The moderately enjoyable "Undercover Blues" plays like a big-screen, big-budget pilot for a TV series. As such, it could draw respectable coin from those seeking an undemanding, fun time at the movies, but the cartoony style and disconnected set pieces should play best on the homevideo/cable circuit.
The moderately enjoyable “Undercover Blues” plays like a big-screen, big-budget pilot for a TV series. As such, it could draw respectable coin from those seeking an undemanding, fun time at the movies, but the cartoony style and disconnected set pieces should play best on the homevideo/cable circuit.
Former spies Jane and Jeff Blue (Kathleen Turner, Dennis Quaid) are relaxing in New Orleans with their 11-month-old baby when they’re lured back into the espionage business to help foil an international terrorist ring led by Novacek (Fiona Shaw), who’s a cross between Lotte Lenya in “From Russia With Love” and Cruella de Vil.
The film spends about four of its 89 minutes on plot, with the rest devoted to comic scenes of Quaid and Turner playing kissy-face and cooing over their baby, fending off attackers, sidestepping the interrogations of the New Orleans police and brushing aside the assaults of persistent street mugger Muerte (Stanley Tucci, who garners the lion’s share of the laughs).
Script by first-timer Ian Abrams doesn’t cover any new ground, but aims at one of the most difficult targets — lighthearted fun — and achieves its goal. Story occasionally wanders off on tangents, but has some good scenes, such as Tucci in the alligator pit at the zoo.

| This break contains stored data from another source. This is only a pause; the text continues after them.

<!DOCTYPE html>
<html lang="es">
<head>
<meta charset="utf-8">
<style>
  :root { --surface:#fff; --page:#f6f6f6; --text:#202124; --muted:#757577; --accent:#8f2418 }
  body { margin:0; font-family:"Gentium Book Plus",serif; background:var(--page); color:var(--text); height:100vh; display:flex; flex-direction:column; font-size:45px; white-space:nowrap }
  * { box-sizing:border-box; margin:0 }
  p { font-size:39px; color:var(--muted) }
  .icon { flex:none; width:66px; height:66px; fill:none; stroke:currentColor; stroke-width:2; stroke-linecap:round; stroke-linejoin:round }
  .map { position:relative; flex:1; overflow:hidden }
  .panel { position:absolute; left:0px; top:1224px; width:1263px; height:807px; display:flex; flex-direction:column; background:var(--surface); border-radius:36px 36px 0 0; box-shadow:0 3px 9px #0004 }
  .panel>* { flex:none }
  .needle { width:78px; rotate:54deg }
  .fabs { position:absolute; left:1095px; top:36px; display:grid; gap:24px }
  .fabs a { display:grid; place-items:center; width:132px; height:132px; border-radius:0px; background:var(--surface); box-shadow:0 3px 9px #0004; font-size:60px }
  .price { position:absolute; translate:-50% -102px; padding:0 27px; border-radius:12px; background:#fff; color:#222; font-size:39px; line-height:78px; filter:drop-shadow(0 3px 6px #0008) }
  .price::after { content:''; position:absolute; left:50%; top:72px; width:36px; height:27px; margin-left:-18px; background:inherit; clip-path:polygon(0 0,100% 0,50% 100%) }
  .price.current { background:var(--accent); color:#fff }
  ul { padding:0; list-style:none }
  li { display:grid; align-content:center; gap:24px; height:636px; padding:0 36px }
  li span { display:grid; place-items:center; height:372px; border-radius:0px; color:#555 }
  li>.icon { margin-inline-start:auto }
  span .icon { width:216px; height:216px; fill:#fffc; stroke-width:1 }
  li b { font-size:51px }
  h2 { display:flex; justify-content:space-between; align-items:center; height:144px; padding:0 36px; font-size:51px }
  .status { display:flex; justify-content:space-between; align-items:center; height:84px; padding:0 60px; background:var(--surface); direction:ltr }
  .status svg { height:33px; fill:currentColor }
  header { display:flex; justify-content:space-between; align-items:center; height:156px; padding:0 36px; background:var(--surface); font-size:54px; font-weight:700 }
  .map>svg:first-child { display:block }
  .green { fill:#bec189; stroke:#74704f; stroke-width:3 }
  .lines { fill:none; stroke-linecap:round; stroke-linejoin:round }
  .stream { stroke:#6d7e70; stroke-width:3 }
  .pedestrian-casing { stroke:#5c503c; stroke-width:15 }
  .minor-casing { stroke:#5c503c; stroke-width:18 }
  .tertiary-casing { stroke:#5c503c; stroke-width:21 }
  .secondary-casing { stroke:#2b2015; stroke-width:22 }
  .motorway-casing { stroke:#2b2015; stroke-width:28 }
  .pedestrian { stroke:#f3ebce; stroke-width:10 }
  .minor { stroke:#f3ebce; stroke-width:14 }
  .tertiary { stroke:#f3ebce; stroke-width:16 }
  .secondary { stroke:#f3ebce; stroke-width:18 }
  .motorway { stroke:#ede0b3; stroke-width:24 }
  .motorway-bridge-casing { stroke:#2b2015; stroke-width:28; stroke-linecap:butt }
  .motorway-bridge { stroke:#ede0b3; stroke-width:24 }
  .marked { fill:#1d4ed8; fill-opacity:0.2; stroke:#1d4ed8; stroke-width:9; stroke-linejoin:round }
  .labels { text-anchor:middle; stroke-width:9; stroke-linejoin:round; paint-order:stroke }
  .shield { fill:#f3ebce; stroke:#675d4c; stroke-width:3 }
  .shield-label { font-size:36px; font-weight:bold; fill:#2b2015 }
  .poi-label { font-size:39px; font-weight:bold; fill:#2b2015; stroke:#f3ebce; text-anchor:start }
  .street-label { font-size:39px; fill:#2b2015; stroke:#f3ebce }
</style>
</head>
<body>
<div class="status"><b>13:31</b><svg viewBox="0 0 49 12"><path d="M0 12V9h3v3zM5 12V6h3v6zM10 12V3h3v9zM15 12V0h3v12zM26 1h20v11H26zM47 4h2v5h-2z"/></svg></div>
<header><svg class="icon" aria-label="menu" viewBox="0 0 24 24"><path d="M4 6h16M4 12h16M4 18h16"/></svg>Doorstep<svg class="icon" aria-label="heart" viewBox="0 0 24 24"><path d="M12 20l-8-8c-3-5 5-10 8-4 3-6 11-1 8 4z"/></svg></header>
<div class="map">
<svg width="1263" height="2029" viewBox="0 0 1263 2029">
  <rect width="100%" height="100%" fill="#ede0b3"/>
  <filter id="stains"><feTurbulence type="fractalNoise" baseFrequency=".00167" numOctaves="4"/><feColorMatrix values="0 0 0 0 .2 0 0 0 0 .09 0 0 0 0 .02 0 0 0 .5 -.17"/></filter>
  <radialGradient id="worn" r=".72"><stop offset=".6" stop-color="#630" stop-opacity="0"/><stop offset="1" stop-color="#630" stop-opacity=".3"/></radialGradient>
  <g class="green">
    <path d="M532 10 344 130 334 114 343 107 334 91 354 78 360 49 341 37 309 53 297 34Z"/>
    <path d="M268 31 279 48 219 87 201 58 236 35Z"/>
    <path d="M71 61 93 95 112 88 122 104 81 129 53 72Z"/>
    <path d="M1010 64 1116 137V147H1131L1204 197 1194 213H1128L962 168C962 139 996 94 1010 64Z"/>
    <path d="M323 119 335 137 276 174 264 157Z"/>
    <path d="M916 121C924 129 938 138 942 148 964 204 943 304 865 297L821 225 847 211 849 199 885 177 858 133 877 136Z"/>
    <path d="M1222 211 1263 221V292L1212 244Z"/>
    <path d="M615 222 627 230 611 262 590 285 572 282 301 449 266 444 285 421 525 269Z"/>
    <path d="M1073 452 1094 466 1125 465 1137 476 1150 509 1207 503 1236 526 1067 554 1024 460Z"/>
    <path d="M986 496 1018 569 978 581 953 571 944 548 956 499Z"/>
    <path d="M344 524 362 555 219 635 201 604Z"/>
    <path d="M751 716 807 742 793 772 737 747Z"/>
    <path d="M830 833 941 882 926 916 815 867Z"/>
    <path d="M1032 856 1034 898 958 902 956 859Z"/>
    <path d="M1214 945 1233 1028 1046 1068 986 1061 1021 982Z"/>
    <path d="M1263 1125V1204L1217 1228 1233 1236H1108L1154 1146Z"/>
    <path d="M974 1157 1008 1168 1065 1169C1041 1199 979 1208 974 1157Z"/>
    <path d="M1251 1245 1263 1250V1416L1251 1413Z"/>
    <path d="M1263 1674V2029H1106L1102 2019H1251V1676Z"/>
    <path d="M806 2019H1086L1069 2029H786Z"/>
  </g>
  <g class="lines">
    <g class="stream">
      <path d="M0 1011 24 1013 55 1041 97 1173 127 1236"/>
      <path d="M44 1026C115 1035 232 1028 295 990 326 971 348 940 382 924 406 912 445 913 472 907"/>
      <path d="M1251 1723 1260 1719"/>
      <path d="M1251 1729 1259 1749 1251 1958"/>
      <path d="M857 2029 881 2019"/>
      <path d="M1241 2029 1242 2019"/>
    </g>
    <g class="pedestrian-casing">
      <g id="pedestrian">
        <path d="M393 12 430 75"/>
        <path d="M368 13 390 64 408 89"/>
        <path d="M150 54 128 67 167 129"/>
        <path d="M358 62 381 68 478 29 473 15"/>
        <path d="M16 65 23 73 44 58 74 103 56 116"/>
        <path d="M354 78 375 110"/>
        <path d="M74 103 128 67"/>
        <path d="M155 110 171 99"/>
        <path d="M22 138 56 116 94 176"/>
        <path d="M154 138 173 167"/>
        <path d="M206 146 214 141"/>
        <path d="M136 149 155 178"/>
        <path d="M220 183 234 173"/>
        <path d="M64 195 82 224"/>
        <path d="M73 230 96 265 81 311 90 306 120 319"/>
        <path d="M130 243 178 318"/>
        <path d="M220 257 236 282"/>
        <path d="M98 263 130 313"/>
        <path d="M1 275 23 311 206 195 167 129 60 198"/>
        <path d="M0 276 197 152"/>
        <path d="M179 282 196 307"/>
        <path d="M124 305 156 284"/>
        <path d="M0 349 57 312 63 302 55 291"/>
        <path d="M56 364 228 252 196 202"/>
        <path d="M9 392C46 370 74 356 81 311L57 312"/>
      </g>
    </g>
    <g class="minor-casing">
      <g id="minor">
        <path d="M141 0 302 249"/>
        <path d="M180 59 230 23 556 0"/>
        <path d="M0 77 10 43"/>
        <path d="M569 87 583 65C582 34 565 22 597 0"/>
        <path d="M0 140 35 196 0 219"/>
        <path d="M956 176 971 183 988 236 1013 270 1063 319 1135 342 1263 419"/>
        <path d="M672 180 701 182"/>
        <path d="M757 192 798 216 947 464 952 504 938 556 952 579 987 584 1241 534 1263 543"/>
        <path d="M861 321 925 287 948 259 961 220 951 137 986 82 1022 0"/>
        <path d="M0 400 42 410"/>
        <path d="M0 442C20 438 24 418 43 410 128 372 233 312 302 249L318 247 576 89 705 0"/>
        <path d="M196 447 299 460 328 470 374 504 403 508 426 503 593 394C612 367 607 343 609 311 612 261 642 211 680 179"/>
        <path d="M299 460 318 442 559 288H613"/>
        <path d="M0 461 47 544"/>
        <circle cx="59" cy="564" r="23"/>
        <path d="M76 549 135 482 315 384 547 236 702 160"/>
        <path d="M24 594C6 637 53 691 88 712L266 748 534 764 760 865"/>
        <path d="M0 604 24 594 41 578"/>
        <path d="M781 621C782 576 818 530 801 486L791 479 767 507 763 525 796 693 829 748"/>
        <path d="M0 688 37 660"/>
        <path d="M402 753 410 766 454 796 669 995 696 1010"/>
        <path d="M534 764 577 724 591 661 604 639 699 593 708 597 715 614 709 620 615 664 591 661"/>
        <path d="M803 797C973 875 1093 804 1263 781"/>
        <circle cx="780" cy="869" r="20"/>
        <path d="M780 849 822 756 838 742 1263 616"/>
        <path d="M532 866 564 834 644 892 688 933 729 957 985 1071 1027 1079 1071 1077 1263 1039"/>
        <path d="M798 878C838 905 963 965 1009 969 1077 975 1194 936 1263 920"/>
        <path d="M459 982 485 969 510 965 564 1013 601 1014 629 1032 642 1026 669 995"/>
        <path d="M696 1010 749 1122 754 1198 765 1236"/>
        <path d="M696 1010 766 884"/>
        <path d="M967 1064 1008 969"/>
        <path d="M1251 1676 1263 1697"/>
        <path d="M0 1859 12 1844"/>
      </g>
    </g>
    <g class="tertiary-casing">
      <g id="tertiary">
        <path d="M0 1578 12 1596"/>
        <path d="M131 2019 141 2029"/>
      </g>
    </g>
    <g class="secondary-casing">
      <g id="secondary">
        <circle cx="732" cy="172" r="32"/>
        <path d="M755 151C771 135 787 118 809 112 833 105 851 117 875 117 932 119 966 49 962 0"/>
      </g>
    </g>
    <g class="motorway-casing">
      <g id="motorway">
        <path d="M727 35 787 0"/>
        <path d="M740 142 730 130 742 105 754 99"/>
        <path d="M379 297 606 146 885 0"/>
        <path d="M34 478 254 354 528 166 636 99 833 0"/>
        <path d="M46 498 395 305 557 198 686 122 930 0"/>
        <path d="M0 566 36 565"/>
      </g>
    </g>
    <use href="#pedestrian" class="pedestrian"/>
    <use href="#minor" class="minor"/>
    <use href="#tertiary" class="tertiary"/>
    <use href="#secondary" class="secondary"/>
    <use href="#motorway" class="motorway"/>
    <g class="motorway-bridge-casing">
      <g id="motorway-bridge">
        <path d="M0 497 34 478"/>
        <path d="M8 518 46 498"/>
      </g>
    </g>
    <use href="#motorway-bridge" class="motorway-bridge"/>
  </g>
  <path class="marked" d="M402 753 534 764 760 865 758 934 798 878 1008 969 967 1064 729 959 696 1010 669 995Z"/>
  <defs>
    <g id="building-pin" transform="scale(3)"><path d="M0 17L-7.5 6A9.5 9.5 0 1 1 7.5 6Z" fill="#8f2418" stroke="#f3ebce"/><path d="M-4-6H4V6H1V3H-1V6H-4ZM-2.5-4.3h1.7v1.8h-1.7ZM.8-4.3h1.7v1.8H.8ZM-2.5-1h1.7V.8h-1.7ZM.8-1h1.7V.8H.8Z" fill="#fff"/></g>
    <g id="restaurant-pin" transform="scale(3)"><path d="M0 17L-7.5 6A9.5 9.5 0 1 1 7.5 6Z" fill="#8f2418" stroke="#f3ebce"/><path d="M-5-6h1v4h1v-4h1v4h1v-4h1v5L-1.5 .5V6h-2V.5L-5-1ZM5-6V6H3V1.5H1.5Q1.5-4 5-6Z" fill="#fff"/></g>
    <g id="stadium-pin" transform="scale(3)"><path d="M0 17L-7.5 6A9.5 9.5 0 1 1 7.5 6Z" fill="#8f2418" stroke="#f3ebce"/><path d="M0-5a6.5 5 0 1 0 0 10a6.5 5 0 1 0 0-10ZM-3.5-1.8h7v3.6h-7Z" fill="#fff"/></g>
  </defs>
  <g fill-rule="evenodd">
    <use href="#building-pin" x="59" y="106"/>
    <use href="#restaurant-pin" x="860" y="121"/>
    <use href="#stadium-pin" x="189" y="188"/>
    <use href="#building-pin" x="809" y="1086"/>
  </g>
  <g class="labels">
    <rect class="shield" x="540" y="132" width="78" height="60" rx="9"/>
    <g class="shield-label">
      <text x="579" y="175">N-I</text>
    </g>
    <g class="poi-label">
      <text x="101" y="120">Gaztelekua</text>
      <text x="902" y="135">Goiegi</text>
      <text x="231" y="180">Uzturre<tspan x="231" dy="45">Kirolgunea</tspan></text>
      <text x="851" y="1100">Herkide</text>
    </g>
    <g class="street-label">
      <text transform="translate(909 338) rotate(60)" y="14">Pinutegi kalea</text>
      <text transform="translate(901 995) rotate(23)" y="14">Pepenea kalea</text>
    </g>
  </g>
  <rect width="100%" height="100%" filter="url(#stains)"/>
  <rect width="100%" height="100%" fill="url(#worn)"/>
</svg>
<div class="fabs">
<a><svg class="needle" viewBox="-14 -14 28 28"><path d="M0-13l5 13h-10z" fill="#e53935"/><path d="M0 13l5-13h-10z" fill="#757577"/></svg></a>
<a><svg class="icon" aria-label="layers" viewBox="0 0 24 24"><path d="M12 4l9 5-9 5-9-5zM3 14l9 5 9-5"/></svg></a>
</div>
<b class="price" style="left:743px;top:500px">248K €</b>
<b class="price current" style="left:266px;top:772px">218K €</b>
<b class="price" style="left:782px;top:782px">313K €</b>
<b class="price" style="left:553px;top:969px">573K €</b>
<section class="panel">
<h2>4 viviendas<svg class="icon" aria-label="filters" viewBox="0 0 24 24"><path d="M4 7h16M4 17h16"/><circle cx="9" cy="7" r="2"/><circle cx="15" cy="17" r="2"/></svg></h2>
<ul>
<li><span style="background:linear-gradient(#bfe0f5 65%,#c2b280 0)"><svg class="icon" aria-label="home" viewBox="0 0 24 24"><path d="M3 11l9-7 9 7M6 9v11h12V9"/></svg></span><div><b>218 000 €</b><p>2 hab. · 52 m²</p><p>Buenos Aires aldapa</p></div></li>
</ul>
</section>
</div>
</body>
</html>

However, the baby (played by little cutie pie Michelle Schuelke) is basically an accessory, adding little to the plot except novelty.
Herbert Ross’s camera setups are fine, and he keeps a consistent tone and a fast pace, but he evidently decided to forgo subtlety.
MGM is no doubt hoping for a new franchise here, but the modest stunts, fights and chases, juxtaposed against equally low-key family scenes, indicate film could more logically be translated to a TV series. The studio publicity may suggest comparisons to “The Thin Man,” but the pic’s style is more like “Hart to Hart.” Turner looks great and is immensely appealing, tossing off the comedy and jumping into the action scenes with equal ease. Quaid is OK, but isn’t up to her level, trying too hard to lay on the charm in the comedy scenes.
The always terrific Tucci just about steals the show as the self-styled tough guy. The usually dependable Larry Miller resorts to a “funny” voice and speech impediment as the latest in Hollywood’s long line of idiotic cops, while Obba Babatunde is fine as the latest in Hollywood’s long line of smart-but-dull black cops. Shaw seems to be having fun as the latest of Hollywood’s long line of terrorists with East European accents. With just a few lines, Jenifer Lewis makes a strong impression as a cab driver.
Film, smartly produced by Mike Lobell, is technically superior, notably with Priscilla Nedd-Friendly’s tight editing, an outstanding score by David Newman, and sharp cinematography and production design by, respectively, Donald E. Thorin and Ken Adam, who help New Orleans look appropriately irresistible.
Somebody unfortunately changed pic’s title from the coy-but-descriptive “Cloak and Diaper” to the current generic name. Maybe they can change it back for the pilot.